External ventricular drain (EVD) placement temporarily provides cerebrospinal fluid (CSF) diversion and is indicated in patients with aneurysmal subarachnoid hemorrhage (aSAH) to relieve hydrocephalus.

METHODS

Case report.

RESULTS

A 56-year-old woman was admitted to our hospital with aSAH complicated by acute hydrocephalus. An EVD was placed and set to 15 mmHg.
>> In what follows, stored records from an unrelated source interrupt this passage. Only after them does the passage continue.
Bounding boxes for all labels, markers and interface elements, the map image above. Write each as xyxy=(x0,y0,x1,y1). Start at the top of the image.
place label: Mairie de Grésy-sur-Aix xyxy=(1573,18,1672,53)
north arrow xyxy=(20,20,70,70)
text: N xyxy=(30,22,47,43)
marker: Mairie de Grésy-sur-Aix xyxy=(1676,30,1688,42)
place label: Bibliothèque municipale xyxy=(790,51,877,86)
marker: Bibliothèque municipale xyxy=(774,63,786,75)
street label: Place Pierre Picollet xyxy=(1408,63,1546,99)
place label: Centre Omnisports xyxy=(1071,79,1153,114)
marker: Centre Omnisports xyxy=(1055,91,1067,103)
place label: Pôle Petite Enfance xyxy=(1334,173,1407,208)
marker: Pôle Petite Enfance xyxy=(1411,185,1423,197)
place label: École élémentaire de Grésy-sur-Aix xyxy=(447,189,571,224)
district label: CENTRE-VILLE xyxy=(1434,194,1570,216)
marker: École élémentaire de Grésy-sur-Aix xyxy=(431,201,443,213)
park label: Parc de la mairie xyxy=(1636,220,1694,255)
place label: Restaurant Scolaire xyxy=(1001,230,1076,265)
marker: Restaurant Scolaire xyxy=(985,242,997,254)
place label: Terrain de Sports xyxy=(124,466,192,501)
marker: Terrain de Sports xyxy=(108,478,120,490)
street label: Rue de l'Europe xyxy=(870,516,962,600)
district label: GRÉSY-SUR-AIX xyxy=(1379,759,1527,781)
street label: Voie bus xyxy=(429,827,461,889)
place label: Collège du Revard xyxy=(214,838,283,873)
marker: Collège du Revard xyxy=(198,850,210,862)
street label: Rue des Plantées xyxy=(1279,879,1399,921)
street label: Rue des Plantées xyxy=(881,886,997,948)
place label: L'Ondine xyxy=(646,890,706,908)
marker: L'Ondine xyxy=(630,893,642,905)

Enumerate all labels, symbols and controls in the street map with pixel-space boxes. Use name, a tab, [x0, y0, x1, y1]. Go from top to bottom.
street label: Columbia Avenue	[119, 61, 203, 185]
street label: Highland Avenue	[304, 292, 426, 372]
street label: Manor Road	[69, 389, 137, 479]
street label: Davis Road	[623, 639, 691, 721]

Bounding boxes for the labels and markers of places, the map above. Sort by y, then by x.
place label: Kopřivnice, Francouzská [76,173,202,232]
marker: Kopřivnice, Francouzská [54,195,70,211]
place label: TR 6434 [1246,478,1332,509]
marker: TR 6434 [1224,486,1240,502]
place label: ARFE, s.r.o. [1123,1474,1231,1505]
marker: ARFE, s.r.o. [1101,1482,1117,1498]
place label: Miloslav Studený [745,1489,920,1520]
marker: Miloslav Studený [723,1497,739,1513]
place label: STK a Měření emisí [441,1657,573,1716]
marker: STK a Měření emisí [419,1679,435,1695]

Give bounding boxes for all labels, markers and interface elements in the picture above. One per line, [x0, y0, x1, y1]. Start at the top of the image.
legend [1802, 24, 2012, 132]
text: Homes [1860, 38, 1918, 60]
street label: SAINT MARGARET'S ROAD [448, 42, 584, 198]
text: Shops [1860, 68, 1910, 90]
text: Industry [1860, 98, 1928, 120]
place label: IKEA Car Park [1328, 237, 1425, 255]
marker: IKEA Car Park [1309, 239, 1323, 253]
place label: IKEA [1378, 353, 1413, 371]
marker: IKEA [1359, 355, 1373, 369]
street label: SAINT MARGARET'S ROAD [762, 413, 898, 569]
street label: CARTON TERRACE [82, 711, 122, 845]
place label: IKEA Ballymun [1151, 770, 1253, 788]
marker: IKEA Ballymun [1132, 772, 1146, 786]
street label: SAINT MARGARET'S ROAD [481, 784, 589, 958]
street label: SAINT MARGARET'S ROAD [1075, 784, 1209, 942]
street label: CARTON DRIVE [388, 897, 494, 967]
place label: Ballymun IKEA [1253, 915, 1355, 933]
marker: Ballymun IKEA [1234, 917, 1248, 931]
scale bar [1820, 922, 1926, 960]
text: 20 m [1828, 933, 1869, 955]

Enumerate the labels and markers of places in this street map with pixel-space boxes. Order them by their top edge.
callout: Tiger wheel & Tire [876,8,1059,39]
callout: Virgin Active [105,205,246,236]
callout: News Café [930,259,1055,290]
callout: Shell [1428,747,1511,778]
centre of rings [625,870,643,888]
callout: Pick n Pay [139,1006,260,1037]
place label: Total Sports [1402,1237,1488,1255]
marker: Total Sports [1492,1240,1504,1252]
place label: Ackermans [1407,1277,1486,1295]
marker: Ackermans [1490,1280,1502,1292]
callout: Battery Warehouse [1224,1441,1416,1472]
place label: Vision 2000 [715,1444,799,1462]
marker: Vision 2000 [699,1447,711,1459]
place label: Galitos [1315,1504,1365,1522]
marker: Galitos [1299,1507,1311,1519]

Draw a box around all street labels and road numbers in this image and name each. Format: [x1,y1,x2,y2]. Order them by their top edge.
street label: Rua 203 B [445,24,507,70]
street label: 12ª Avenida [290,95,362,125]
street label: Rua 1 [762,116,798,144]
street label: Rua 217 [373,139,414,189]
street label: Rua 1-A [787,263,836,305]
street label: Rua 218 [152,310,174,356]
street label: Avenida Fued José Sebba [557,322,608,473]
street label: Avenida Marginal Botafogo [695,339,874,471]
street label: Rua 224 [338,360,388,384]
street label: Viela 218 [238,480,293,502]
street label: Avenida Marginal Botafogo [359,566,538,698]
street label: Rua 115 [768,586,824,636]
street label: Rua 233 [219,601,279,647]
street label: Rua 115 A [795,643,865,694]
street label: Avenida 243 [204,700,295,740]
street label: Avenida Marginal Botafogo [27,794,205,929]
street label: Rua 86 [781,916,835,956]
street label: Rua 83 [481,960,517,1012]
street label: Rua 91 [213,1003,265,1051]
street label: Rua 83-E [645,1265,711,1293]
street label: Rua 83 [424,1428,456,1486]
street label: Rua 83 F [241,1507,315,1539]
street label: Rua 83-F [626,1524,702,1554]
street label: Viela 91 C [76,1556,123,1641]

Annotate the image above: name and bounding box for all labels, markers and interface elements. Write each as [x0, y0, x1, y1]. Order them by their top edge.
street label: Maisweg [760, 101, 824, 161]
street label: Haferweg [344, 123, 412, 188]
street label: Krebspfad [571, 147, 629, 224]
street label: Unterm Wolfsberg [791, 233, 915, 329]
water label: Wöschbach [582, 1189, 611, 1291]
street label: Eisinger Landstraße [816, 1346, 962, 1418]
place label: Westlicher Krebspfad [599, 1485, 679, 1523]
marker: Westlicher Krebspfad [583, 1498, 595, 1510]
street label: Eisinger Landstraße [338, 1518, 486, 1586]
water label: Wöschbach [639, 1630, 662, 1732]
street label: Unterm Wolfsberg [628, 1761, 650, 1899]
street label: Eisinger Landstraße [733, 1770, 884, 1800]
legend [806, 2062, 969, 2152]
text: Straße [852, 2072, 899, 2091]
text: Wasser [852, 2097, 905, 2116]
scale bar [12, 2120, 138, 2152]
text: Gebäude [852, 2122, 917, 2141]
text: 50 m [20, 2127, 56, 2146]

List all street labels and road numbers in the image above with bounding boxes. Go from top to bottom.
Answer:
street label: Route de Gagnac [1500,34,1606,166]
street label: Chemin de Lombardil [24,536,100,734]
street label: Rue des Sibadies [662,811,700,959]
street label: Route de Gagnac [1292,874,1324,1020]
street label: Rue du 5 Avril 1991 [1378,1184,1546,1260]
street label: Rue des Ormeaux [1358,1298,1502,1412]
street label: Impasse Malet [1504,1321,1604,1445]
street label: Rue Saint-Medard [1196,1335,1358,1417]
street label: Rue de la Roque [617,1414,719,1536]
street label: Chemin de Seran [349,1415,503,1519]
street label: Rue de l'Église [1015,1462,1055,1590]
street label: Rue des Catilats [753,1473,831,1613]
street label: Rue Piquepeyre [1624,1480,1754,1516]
After nearly 72 h, she clinically deteriorated. A computed tomography (CT) perfusion scan showed hypoperfusion in the watershed regions in both hemispheres and CT angiogram showed mild segmental arterial narrowings. After the EVD was lowered to 5 mmHg, the radiologic perfusion abnormalities and clinical symptoms resolved.

CONCLUSIONS

We postulate a mechanism by which CSF diversion could decrease the risk of delayed cerebral ischemia after aSAH: CSF drainage at low levels of intracranial pressure (e.g., 5 mmHg) could improve blood flow in the microcirculation, and thus improve tissue perfusion.

摘要

背景

外引流管(EVD)的放置可暂时将脑脊液(CSF)引流,适用于伴有脑积水的动脉瘤性蛛网膜下腔出血(aSAH)患者。

方法

病例报告。

结果

一名 56 岁女性因伴有急性脑积水的 aSAH 被收入我院。放置了 EVD 并将其设置为 15mmHg。将近 72 小时后,她的临床状况恶化。CT 灌注扫描显示双侧分水岭区域低灌注,CT 血管造影显示轻度节段性动脉狭窄。将 EVD 降低至 5mmHg 后,影像学灌注异常和临床症状得到缓解。

结论

我们提出了一种机制,即 CSF 引流可降低 aSAH 后迟发性脑缺血的风险:在较低颅内压(例如 5mmHg)下进行 CSF 引流可以改善微循环中的血流,从而改善组织灌注。